Encouraging population increase as 54 nests recorded
141 hen harrier chicks have fledged in England this year – the seventh year in a row that numbers have increased – according to statistics released today by Natural England (16 September).
Hen harriers are rare and birds of prey that have become an icon for conservation and Nature recovery in England. They are beautiful, striking birds, with a wingspan of over a metre. In Spring they engage in graceful, dramatic ‘sky dancing’ courtship displays, as well a ‘throw and catch’ transfers of food between airborne birds.

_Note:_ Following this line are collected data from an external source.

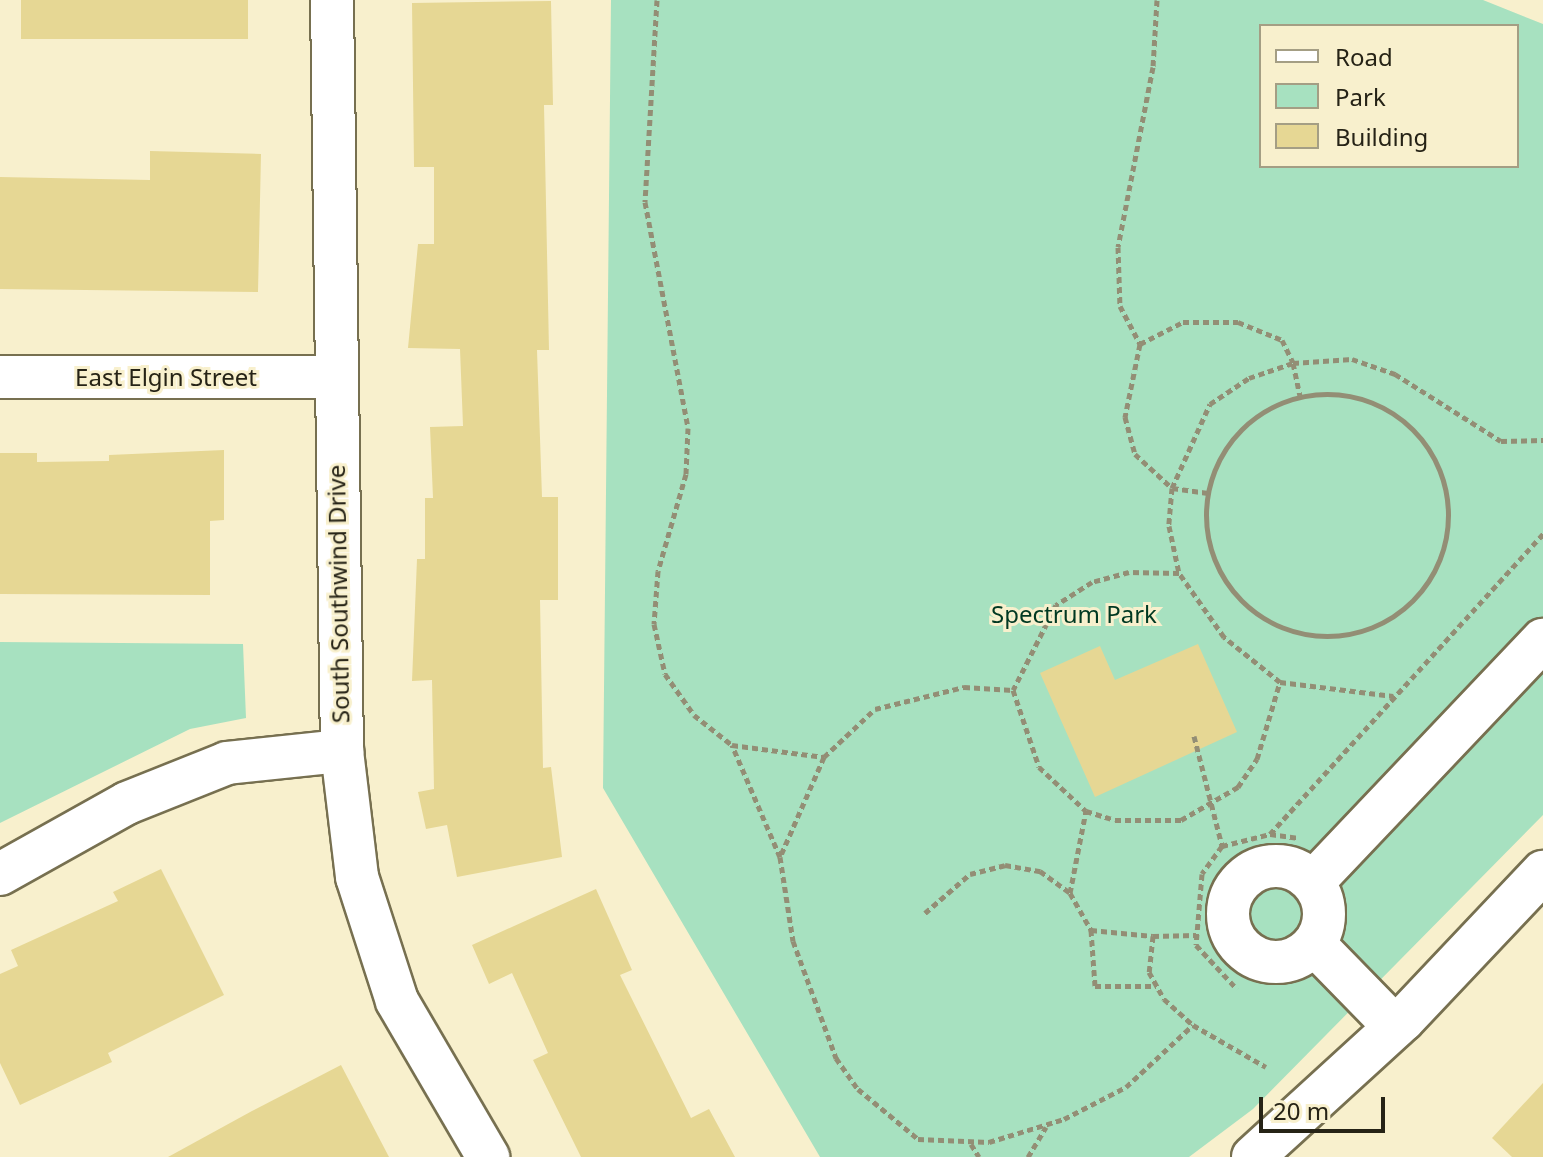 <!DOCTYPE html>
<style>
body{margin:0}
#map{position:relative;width:1543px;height:1157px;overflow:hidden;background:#f8f0cd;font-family:"Noto Sans",sans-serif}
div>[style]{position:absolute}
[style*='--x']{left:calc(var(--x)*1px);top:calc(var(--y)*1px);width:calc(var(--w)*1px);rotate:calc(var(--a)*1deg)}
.green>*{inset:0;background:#a7e1c0}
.building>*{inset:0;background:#e6d794;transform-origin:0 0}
.path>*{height:5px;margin-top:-2.5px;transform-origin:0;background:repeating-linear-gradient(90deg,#938e75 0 6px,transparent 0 10px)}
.path>.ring{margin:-2.5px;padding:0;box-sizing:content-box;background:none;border:5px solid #938e75;border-radius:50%}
.roads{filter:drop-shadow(2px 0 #777050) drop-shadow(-2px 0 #777050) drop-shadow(0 2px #777050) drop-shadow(0 -2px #777050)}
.minor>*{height:42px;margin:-21px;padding:0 21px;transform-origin:21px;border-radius:21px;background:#fff}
.minor>.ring{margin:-21px;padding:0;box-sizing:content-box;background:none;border:42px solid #fff;border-radius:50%}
span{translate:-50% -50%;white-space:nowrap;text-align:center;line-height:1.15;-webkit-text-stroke:6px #f8f0cd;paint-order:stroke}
.street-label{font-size:24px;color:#262316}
.park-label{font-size:24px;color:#003922}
.legend{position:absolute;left:1259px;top:24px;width:260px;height:144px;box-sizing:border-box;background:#f8f0cd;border:2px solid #a49e84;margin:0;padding:10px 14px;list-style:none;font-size:24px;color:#262316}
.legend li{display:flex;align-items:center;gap:16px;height:40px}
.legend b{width:40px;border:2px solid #a49e84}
.scale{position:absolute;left:1259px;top:1097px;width:126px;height:36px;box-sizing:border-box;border:4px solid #262316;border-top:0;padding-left:10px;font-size:24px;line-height:28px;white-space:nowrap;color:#262316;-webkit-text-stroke:6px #f8f0cd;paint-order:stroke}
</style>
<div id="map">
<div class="green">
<div style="clip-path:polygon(evenodd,611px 0,1483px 0,1543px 24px,1543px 815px,1253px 1109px,1189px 1157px,820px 1157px,603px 788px,611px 0,1261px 26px,1517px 26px,1517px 166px,1261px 166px,1261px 26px)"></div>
<div style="clip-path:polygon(0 642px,243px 644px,246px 718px,190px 729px,0 823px)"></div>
</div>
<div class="building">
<div style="left:21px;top:0;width:227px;height:39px"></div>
<div style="clip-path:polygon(551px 1px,553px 105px,544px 105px,549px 350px,537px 350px,542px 497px,558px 497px,558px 600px,540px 600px,543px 768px,551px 767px,562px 857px,457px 877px,447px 825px,426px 829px,418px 792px,434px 789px,432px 680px,412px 681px,417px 559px,425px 559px,425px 498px,433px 498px,430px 427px,463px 426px,460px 349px,408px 348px,418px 244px,434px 244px,434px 167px,414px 167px,412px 3px)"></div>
<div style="clip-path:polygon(150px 151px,261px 154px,258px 292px,0 289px,0 177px,150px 180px)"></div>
<div style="clip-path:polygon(224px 450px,224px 520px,210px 521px,210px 595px,0 594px,0 453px,37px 453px,37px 462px,109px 461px,109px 455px)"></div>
<div style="clip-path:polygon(1198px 644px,1237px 732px,1095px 797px,1040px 673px,1100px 646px,1115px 680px)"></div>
<div style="clip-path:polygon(161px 869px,224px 995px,108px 1053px,112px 1062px,20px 1105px,0 1063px,0 974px,18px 966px,11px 950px,118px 901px,113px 892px)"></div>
<div style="clip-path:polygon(596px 889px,632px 970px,620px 975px,691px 1118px,709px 1109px,735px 1157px,581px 1157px,533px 1060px,548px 1053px,512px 973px,489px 984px,472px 945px)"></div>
<div style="clip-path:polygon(341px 1065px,389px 1157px,168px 1157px,252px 1111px)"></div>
<div style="clip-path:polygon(1543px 1083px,1543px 1157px,1512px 1157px,1492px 1138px)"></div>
</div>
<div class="path">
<div style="--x:657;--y:0;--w:202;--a:93.4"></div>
<div style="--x:645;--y:202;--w:230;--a:79.2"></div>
<div style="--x:688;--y:428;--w:46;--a:92.5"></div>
<div style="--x:686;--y:474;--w:101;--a:106.1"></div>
<div style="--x:658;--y:571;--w:53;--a:94.3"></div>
<div style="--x:654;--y:624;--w:51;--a:77.6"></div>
<div style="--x:665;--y:674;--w:50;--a:54.7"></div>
<div style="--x:694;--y:715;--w:48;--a:38.3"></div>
<div style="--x:1157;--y:0;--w:67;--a:93.4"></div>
<div style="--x:1153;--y:67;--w:183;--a:101"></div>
<div style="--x:1118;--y:247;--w:59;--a:88.1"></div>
<div style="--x:1120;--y:306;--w:43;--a:62.2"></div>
<div style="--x:1140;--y:344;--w:48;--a:-27.1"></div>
<div style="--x:1183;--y:322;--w:55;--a:0"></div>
<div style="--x:1238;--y:322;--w:48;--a:22.2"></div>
<div style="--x:1282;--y:340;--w:25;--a:64"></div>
<div style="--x:1293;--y:363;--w:59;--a:-3.9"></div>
<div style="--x:1352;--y:359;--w:46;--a:19.2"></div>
<div style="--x:1395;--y:374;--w:125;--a:32.3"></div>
<div style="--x:1501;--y:441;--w:42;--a:-1.4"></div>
<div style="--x:1140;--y:344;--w:75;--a:101.6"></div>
<div style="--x:1125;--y:417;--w:38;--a:75"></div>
<div style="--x:1135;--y:454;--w:50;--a:42.6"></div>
<div style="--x:1172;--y:488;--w:38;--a:95"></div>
<div style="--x:1169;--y:526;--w:48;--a:78"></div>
<div class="ring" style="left:1206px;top:394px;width:237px;height:237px"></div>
<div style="--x:1208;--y:493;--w:36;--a:-172"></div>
<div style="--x:1172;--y:488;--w:92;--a:-65.7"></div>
<div style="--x:1210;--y:404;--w:47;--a:-33.7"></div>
<div style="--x:1249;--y:378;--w:46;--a:-18.8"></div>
<div style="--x:1293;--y:363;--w:33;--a:78"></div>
<div style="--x:1280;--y:682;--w:114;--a:7.1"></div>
<div style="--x:1194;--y:736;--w:114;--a:75.7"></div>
<div style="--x:1222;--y:846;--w:34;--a:126"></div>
<div style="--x:1202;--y:874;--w:71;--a:94.8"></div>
<div style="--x:1196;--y:945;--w:60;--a:47"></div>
<div style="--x:824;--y:757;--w:70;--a:-43.3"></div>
<div style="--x:875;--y:709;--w:92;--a:-13.9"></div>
<div style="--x:964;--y:687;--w:49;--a:3.5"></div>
<div style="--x:1013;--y:690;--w:81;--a:71.3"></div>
<div style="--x:1039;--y:767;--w:64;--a:43.1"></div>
<div style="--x:1086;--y:811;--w:30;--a:17"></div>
<div style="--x:1115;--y:820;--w:66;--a:0"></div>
<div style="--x:1181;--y:820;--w:66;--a:-30.1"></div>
<div style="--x:1238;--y:787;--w:34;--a:-56"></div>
<div style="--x:1257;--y:759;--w:80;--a:-73.4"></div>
<div style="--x:1280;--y:682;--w:72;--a:-141.2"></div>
<div style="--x:1224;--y:637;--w:78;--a:-125.1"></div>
<div style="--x:1179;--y:573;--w:50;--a:-178.9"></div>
<div style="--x:1129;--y:572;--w:38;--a:165"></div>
<div style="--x:1092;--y:582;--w:43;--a:147.4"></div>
<div style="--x:1056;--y:605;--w:95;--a:116.8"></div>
<div style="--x:1270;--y:834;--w:406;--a:-47.7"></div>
<div style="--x:1222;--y:846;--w:49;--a:-14"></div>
<div style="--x:1270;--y:834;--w:29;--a:8"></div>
<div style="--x:780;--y:857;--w:122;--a:-113.2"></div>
<div style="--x:732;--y:745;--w:93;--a:7.4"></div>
<div style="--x:824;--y:757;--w:109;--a:113.7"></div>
<div style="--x:780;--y:857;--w:85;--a:81.2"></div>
<div style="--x:793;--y:941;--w:125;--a:69.8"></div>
<div style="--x:836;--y:1058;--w:38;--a:55"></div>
<div style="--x:858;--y:1089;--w:78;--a:39.8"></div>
<div style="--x:918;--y:1139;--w:71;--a:2.4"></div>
<div style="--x:989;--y:1142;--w:78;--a:-17"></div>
<div style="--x:1064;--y:1119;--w:70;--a:-27.3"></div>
<div style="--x:1126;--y:1087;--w:91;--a:-42.8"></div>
<div style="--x:1193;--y:1025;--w:84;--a:29.9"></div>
<div style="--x:1070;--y:893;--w:43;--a:60.4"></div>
<div style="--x:1091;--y:930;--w:62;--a:5.5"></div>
<div style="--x:1153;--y:936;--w:36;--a:96"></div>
<div style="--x:1149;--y:972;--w:31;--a:61"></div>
<div style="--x:1164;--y:999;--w:39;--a:42"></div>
<div style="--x:925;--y:913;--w:60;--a:-40.9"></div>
<div style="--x:970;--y:874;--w:36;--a:-14"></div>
<div style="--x:1005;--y:865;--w:36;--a:10"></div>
<div style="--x:1040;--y:871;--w:37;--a:36"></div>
<div style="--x:1070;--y:893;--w:84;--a:-79"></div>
<div style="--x:1091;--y:930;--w:56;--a:85.9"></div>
<div style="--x:1095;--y:986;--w:61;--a:0"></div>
<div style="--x:1153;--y:936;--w:43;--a:-1.3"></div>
<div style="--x:971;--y:1144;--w:15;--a:58"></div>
<div style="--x:1028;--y:1157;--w:35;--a:-59"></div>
</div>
<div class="roads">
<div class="minor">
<div style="--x:332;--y:0;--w:751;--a:89.24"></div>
<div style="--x:342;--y:751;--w:127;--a:83.2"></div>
<div style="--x:357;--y:877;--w:130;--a:72.1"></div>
<div style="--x:397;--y:1001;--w:181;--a:59.7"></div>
<div style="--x:0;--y:377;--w:333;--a:0"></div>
<div class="ring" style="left:1228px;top:866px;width:54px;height:54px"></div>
<div style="--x:0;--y:874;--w:145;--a:-29.2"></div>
<div style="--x:127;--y:803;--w:108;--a:-21.8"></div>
<div style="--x:227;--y:763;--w:116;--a:-6"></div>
<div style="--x:1313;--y:882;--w:334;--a:-46.5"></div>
<div style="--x:1314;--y:944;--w:116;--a:45.7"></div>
<div style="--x:1253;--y:1157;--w:203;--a:-42.4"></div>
<div style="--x:1403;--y:1020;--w:204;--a:-46.6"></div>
</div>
</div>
<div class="street-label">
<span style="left:166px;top:377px">East Elgin Street</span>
<span style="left:338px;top:594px;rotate:-91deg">South Southwind Drive</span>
</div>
<div class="park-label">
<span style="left:1074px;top:614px">Spectrum Park</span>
</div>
<ul class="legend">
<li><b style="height:10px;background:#fff"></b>Road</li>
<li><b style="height:22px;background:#a7e1c0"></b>Park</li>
<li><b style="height:22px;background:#e6d794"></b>Building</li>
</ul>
<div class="scale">20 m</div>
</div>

The increase in hen harrier chicks successfully fledging means that 2023 is another record year, following 119 chicks recorded from nests in County Durham, Cumbria, Lancashire, Northumberland and Yorkshire in 2022. There are now more hen harriers in England since they were lost as a breeding species around 200 years ago.

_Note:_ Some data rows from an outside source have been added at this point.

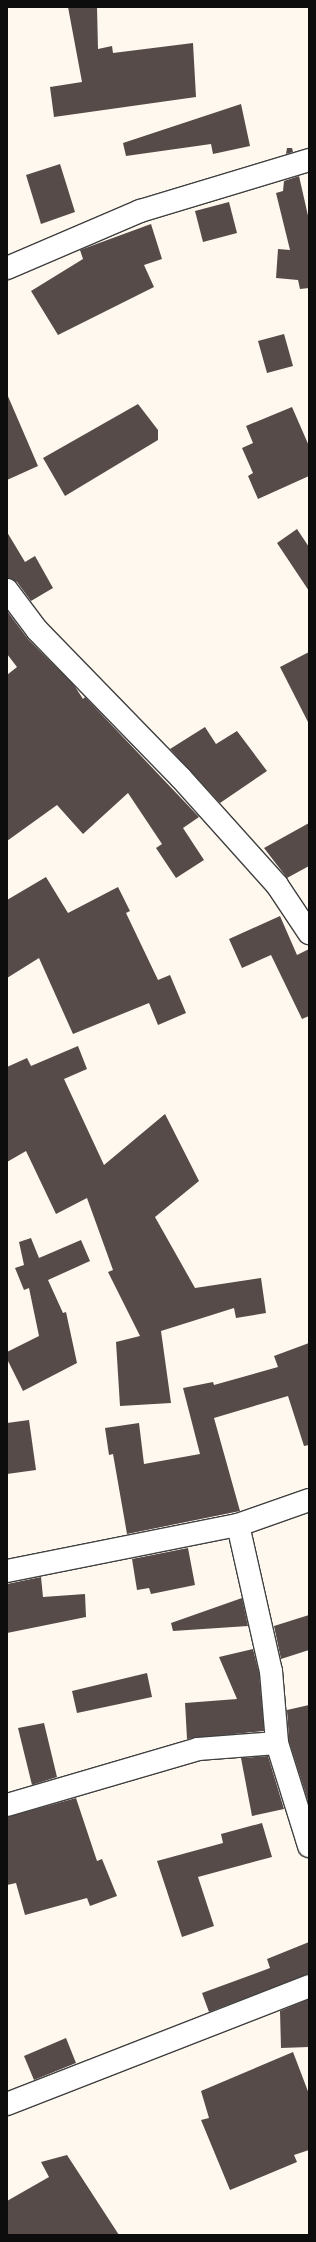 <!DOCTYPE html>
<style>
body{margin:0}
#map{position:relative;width:316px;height:2242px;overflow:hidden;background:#fff8ee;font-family:Spectral,serif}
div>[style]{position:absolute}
.building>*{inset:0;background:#564b49}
.roads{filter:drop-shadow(1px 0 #404040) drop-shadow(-1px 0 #404040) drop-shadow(0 1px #404040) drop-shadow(0 -1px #404040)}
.minor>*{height:22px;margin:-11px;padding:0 11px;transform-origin:11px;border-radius:11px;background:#fff}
span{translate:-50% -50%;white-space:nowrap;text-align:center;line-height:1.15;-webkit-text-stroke:4px #fff;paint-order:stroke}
.frame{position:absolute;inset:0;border:8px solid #0d0d0d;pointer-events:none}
</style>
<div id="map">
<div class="building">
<div style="clip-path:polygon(68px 7px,97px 7px,98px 49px,112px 46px,113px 53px,193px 43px,196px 97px,54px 117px,50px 87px,82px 82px)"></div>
<div style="clip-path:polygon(241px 104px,250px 146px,213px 154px,211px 144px,126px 156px,123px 143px)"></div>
<div style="clip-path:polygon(287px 148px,292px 148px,293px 152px,286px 154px)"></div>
<div style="clip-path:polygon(60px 164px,75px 212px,41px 224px,26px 175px)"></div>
<div style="clip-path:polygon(299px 176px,309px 220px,309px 288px,300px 289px,298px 280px,276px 278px,278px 249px,290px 250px,276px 193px,283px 191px,284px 181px)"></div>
<div style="clip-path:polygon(229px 202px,237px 233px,203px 242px,195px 211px)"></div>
<div style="clip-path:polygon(151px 224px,162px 259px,144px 265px,154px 287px,58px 335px,31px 291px,83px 259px,80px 250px)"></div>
<div style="clip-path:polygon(284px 334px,293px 366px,267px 373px,258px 341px)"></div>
<div style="clip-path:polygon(7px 394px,38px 466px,7px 480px)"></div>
<div style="clip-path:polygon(138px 404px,158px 430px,158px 440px,65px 496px,43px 458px)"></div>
<div style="clip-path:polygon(292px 407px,309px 446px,309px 476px,258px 499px,248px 476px,253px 473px,242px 448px,253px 443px,246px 426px)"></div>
<div style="clip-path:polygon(297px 529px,309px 547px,309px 591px,277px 543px)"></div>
<div style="clip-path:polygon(7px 532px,25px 562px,35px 556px,53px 588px,31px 601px,17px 582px,7px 578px)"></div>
<div style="clip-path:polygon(7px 611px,28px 639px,74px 685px,83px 699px,85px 697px,199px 817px,183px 828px,204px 860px,176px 878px,156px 848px,162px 844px,128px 793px,83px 834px,57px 805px,7px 841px,7px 675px,17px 667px,7px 654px)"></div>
<div style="clip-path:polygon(309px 652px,309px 724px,280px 667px)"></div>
<div style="clip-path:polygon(205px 727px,216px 744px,237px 731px,267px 771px,220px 803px,170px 749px)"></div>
<div style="clip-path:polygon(309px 823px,309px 866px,287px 878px,264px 848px)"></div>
<div style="clip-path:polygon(46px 877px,68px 913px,118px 887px,130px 911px,126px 913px,158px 980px,170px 975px,186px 1013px,158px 1025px,149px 1003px,73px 1034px,39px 958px,7px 978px,7px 900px)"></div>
<div style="clip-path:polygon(280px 916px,297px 955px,309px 949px,309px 1016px,302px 1019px,271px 955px,242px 968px,229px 939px)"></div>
<div style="clip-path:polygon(78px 1046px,87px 1069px,64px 1079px,104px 1165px,165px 1114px,199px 1181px,155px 1217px,195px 1288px,261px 1278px,266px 1313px,236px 1318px,234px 1308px,161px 1331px,171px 1403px,120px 1406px,116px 1342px,140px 1336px,108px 1272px,113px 1270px,87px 1198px,56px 1214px,26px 1151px,7px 1162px,7px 1067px,27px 1058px,31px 1066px)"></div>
<div style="clip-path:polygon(31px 1238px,39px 1258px,81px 1240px,90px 1261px,48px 1280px,63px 1313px,66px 1312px,77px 1363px,23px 1391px,7px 1359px,7px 1352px,39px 1336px,29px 1288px,24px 1290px,15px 1268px,24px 1265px,19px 1242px)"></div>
<div style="clip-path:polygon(309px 1343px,309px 1445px,304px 1446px,288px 1396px,214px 1418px,240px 1511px,127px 1534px,113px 1454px,109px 1455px,105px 1428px,139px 1423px,144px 1464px,200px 1454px,183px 1388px,213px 1382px,214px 1385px,278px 1367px,274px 1356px)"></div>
<div style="clip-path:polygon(29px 1420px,36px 1470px,7px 1474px,7px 1423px)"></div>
<div style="clip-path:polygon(188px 1548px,195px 1585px,151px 1594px,149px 1588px,137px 1590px,132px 1559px)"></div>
<div style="clip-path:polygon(41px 1577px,43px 1597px,85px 1594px,86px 1617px,7px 1633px,7px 1584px)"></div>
<div style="clip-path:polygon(242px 1598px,248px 1626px,173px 1631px,171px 1623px)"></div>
<div style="clip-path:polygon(309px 1615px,309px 1650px,281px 1659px,274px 1626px)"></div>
<div style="clip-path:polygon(253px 1649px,259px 1673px,264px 1731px,187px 1739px,185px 1703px,237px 1699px,219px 1657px)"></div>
<div style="clip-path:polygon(147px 1673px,152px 1697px,77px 1713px,72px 1691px)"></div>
<div style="clip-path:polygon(309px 1705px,309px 1804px,289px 1741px,287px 1710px)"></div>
<div style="clip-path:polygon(44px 1723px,57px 1777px,32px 1785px,18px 1728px)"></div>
<div style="clip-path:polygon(268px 1756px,284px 1809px,252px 1816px,241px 1758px)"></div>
<div style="clip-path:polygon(76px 1798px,97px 1861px,102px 1859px,117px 1896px,90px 1906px,87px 1898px,25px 1915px,16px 1883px,7px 1885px,7px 1817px)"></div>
<div style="clip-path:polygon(262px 1823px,272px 1857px,198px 1877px,214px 1926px,182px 1937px,157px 1861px,223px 1843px,221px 1834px)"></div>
<div style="clip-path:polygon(309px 1942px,309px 1974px,209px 2012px,202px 1993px,270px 1968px,267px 1959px)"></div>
<div style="clip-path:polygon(309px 1999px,309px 2047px,281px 2048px,280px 2011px)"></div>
<div style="clip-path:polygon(66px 2038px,76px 2063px,34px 2080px,24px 2056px)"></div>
<div style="clip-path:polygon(293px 2052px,309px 2094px,309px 2150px,294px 2155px,297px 2162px,230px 2190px,201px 2120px,209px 2118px,201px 2091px)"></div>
<div style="clip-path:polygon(67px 2155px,119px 2235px,7px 2235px,7px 2201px,49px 2177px,41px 2162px)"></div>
</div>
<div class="roads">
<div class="minor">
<div style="left:7px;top:268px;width:145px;rotate:-23.2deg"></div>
<div style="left:140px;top:211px;width:177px;rotate:-16.8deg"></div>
<div style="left:7px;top:590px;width:50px;rotate:53.1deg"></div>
<div style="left:37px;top:630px;width:206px;rotate:45.8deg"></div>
<div style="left:181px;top:778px;width:144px;rotate:48.1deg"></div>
<div style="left:277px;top:885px;width:58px;rotate:56.3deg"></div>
<div style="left:238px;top:1525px;width:150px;rotate:77.3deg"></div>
<div style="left:271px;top:1671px;width:72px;rotate:85.2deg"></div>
<div style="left:277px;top:1743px;width:108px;rotate:72.7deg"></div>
<div style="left:7px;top:1571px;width:236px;rotate:-11.3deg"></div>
<div style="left:238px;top:1525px;width:75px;rotate:-19.4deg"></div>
<div style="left:7px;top:1805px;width:199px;rotate:-16.3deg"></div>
<div style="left:198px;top:1749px;width:79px;rotate:-4.3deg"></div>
<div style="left:7px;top:2104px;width:324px;rotate:-21.3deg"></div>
</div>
</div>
<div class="frame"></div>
</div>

Hen harriers were driven to extinction across mainland Britain during the 19th century as the result of illegal persecution and disturbance, only beginning to recolonise during the 1960’s. Just a decade ago there were no hen harriers nesting successfully in England.
Natural England Chair Tony Juniper said: “The continuing year on year increase in the number of hen harriers fledging from English nests is fantastic to see, and shows how through partnership work it is possible to reverse Nature’s decline, even in the most challenging of circumstances. The encouraging numbers we see again this year are testament to the volunteers, landowners and partner organisations who have worked so hard to support and monitor these birds.”